== Segment start ==
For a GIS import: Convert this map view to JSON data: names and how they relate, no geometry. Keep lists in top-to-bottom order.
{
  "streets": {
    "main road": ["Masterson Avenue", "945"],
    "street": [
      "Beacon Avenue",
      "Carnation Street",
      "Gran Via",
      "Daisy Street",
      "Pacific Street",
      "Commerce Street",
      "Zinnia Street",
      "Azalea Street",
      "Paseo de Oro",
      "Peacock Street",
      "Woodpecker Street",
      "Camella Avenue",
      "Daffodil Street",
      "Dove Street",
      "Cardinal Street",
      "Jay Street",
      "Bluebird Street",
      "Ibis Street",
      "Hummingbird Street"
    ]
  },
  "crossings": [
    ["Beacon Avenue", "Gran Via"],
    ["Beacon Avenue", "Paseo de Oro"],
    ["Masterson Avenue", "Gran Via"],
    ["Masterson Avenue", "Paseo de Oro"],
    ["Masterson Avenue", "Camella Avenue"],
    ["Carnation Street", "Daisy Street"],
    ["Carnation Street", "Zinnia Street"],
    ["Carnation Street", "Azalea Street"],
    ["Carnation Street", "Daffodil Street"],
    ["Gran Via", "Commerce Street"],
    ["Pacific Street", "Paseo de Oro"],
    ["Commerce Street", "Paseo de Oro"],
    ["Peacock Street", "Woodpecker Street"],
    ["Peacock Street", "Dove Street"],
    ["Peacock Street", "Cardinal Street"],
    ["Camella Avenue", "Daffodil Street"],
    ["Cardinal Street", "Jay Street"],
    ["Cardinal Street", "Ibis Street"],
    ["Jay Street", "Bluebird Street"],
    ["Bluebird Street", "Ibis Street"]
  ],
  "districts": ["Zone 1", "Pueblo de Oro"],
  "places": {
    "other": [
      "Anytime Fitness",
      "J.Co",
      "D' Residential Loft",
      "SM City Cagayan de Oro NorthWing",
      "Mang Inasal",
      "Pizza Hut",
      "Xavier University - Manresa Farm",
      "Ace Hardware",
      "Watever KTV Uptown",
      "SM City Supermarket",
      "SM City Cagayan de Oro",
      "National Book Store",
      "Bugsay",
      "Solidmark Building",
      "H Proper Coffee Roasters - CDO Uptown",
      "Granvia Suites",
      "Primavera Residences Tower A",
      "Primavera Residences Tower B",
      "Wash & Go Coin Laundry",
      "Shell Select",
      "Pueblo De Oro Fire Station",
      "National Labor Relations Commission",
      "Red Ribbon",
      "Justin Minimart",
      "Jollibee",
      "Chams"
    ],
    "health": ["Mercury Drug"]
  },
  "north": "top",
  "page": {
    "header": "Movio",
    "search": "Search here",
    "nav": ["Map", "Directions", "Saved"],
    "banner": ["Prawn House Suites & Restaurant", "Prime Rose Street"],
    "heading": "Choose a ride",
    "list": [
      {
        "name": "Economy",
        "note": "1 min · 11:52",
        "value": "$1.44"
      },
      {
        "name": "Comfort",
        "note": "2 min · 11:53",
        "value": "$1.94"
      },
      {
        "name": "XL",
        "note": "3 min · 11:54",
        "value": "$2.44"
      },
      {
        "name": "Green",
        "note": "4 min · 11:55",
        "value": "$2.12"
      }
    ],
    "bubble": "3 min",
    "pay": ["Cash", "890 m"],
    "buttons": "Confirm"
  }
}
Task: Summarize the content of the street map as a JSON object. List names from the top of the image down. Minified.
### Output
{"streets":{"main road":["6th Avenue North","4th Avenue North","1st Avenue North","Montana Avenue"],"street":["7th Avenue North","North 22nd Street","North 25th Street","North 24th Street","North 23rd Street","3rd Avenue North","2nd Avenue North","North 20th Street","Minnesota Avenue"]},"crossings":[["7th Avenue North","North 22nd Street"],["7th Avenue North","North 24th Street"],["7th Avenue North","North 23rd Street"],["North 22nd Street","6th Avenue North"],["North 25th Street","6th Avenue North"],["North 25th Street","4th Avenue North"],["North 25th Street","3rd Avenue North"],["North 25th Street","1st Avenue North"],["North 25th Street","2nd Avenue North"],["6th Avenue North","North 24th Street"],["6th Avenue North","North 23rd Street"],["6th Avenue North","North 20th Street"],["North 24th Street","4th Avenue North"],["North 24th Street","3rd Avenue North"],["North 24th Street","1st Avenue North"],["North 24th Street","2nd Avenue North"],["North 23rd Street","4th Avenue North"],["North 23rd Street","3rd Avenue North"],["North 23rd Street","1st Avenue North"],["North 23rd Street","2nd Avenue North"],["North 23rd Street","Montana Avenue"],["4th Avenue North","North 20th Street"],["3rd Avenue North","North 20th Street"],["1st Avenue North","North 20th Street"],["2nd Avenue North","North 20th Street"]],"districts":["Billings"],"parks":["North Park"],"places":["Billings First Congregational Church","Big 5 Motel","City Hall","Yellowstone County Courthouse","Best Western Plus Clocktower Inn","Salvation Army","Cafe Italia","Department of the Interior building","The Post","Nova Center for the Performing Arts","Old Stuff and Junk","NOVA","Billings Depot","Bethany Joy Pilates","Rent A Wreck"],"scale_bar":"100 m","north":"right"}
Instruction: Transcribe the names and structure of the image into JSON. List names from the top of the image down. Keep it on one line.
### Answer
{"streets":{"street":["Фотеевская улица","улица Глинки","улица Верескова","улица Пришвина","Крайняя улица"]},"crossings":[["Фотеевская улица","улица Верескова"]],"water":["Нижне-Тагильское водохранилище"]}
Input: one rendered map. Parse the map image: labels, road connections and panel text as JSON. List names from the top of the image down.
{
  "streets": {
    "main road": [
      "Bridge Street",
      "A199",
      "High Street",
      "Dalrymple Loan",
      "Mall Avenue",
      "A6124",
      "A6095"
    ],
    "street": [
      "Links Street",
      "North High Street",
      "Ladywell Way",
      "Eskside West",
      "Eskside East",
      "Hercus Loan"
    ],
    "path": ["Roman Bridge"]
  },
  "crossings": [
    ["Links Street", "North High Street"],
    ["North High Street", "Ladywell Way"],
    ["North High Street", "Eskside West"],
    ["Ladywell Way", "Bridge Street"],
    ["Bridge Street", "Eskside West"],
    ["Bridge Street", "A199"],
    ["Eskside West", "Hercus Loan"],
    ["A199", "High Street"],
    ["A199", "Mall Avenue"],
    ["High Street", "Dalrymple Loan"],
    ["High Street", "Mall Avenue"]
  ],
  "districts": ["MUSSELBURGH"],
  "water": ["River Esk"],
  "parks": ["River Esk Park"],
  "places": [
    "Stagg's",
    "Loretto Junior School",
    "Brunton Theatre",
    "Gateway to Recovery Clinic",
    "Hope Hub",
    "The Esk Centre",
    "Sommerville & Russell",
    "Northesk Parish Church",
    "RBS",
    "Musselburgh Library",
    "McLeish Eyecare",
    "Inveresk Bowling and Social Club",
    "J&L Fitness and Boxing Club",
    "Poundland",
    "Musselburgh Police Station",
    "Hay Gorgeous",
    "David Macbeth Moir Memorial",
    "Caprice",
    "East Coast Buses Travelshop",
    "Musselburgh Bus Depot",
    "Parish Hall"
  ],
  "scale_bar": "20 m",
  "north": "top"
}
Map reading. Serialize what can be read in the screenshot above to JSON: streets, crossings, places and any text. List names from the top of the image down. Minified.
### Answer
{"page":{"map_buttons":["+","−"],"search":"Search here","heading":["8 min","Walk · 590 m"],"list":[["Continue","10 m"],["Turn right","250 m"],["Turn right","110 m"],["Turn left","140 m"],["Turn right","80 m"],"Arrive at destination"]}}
== Segment end ==
Directions for this task
The listing must be repeated in full, with nothing altered.

Reply
For a GIS import: Convert this map view to JSON data: names and how they relate, no geometry. Keep lists in top-to-bottom order.
{
  "streets": {
    "main road": ["Masterson Avenue", "945"],
    "street": [
      "Beacon Avenue",
      "Carnation Street",
      "Gran Via",
      "Daisy Street",
      "Pacific Street",
      "Commerce Street",
      "Zinnia Street",
      "Azalea Street",
      "Paseo de Oro",
      "Peacock Street",
      "Woodpecker Street",
      "Camella Avenue",
      "Daffodil Street",
      "Dove Street",
      "Cardinal Street",
      "Jay Street",
      "Bluebird Street",
      "Ibis Street",
      "Hummingbird Street"
    ]
  },
  "crossings": [
    ["Beacon Avenue", "Gran Via"],
    ["Beacon Avenue", "Paseo de Oro"],
    ["Masterson Avenue", "Gran Via"],
    ["Masterson Avenue", "Paseo de Oro"],
    ["Masterson Avenue", "Camella Avenue"],
    ["Carnation Street", "Daisy Street"],
    ["Carnation Street", "Zinnia Street"],
    ["Carnation Street", "Azalea Street"],
    ["Carnation Street", "Daffodil Street"],
    ["Gran Via", "Commerce Street"],
    ["Pacific Street", "Paseo de Oro"],
    ["Commerce Street", "Paseo de Oro"],
    ["Peacock Street", "Woodpecker Street"],
    ["Peacock Street", "Dove Street"],
    ["Peacock Street", "Cardinal Street"],
    ["Camella Avenue", "Daffodil Street"],
    ["Cardinal Street", "Jay Street"],
    ["Cardinal Street", "Ibis Street"],
    ["Jay Street", "Bluebird Street"],
    ["Bluebird Street", "Ibis Street"]
  ],
  "districts": ["Zone 1", "Pueblo de Oro"],
  "places": {
    "other": [
      "Anytime Fitness",
      "J.Co",
      "D' Residential Loft",
      "SM City Cagayan de Oro NorthWing",
      "Mang Inasal",
      "Pizza Hut",
      "Xavier University - Manresa Farm",
      "Ace Hardware",
      "Watever KTV Uptown",
      "SM City Supermarket",
      "SM City Cagayan de Oro",
      "National Book Store",
      "Bugsay",
      "Solidmark Building",
      "H Proper Coffee Roasters - CDO Uptown",
      "Granvia Suites",
      "Primavera Residences Tower A",
      "Primavera Residences Tower B",
      "Wash & Go Coin Laundry",
      "Shell Select",
      "Pueblo De Oro Fire Station",
      "National Labor Relations Commission",
      "Red Ribbon",
      "Justin Minimart",
      "Jollibee",
      "Chams"
    ],
    "health": ["Mercury Drug"]
  },
  "north": "top",
  "page": {
    "header": "Movio",
    "search": "Search here",
    "nav": ["Map", "Directions", "Saved"],
    "banner": ["Prawn House Suites & Restaurant", "Prime Rose Street"],
    "heading": "Choose a ride",
    "list": [
      {
        "name": "Economy",
        "note": "1 min · 11:52",
        "value": "$1.44"
      },
      {
        "name": "Comfort",
        "note": "2 min · 11:53",
        "value": "$1.94"
      },
      {
        "name": "XL",
        "note": "3 min · 11:54",
        "value": "$2.44"
      },
      {
        "name": "Green",
        "note": "4 min · 11:55",
        "value": "$2.12"
      }
    ],
    "bubble": "3 min",
    "pay": ["Cash", "890 m"],
    "buttons": "Confirm"
  }
}
Task: Summarize the content of the street map as a JSON object. List names from the top of the image down. Minified.
### Output
{"streets":{"main road":["6th Avenue North","4th Avenue North","1st Avenue North","Montana Avenue"],"street":["7th Avenue North","North 22nd Street","North 25th Street","North 24th Street","North 23rd Street","3rd Avenue North","2nd Avenue North","North 20th Street","Minnesota Avenue"]},"crossings":[["7th Avenue North","North 22nd Street"],["7th Avenue North","North 24th Street"],["7th Avenue North","North 23rd Street"],["North 22nd Street","6th Avenue North"],["North 25th Street","6th Avenue North"],["North 25th Street","4th Avenue North"],["North 25th Street","3rd Avenue North"],["North 25th Street","1st Avenue North"],["North 25th Street","2nd Avenue North"],["6th Avenue North","North 24th Street"],["6th Avenue North","North 23rd Street"],["6th Avenue North","North 20th Street"],["North 24th Street","4th Avenue North"],["North 24th Street","3rd Avenue North"],["North 24th Street","1st Avenue North"],["North 24th Street","2nd Avenue North"],["North 23rd Street","4th Avenue North"],["North 23rd Street","3rd Avenue North"],["North 23rd Street","1st Avenue North"],["North 23rd Street","2nd Avenue North"],["North 23rd Street","Montana Avenue"],["4th Avenue North","North 20th Street"],["3rd Avenue North","North 20th Street"],["1st Avenue North","North 20th Street"],["2nd Avenue North","North 20th Street"]],"districts":["Billings"],"parks":["North Park"],"places":["Billings First Congregational Church","Big 5 Motel","City Hall","Yellowstone County Courthouse","Best Western Plus Clocktower Inn","Salvation Army","Cafe Italia","Department of the Interior building","The Post","Nova Center for the Performing Arts","Old Stuff and Junk","NOVA","Billings Depot","Bethany Joy Pilates","Rent A Wreck"],"scale_bar":"100 m","north":"right"}
Instruction: Transcribe the names and structure of the image into JSON. List names from the top of the image down. Keep it on one line.
### Answer
{"streets":{"street":["Фотеевская улица","улица Глинки","улица Верескова","улица Пришвина","Крайняя улица"]},"crossings":[["Фотеевская улица","улица Верескова"]],"water":["Нижне-Тагильское водохранилище"]}
Input: one rendered map. Parse the map image: labels, road connections and panel text as JSON. List names from the top of the image down.
{
  "streets": {
    "main road": [
      "Bridge Street",
      "A199",
      "High Street",
      "Dalrymple Loan",
      "Mall Avenue",
      "A6124",
      "A6095"
    ],
    "street": [
      "Links Street",
      "North High Street",
      "Ladywell Way",
      "Eskside West",
      "Eskside East",
      "Hercus Loan"
    ],
    "path": ["Roman Bridge"]
  },
  "crossings": [
    ["Links Street", "North High Street"],
    ["North High Street", "Ladywell Way"],
    ["North High Street", "Eskside West"],
    ["Ladywell Way", "Bridge Street"],
    ["Bridge Street", "Eskside West"],
    ["Bridge Street", "A199"],
    ["Eskside West", "Hercus Loan"],
    ["A199", "High Street"],
    ["A199", "Mall Avenue"],
    ["High Street", "Dalrymple Loan"],
    ["High Street", "Mall Avenue"]
  ],
  "districts": ["MUSSELBURGH"],
  "water": ["River Esk"],
  "parks": ["River Esk Park"],
  "places": [
    "Stagg's",
    "Loretto Junior School",
    "Brunton Theatre",
    "Gateway to Recovery Clinic",
    "Hope Hub",
    "The Esk Centre",
    "Sommerville & Russell",
    "Northesk Parish Church",
    "RBS",
    "Musselburgh Library",
    "McLeish Eyecare",
    "Inveresk Bowling and Social Club",
    "J&L Fitness and Boxing Club",
    "Poundland",
    "Musselburgh Police Station",
    "Hay Gorgeous",
    "David Macbeth Moir Memorial",
    "Caprice",
    "East Coast Buses Travelshop",
    "Musselburgh Bus Depot",
    "Parish Hall"
  ],
  "scale_bar": "20 m",
  "north": "top"
}
Map reading. Serialize what can be read in the screenshot above to JSON: streets, crossings, places and any text. List names from the top of the image down. Minified.
### Answer
{"page":{"map_buttons":["+","−"],"search":"Search here","heading":["8 min","Walk · 590 m"],"list":[["Continue","10 m"],["Turn right","250 m"],["Turn right","110 m"],["Turn left","140 m"],["Turn right","80 m"],"Arrive at destination"]}}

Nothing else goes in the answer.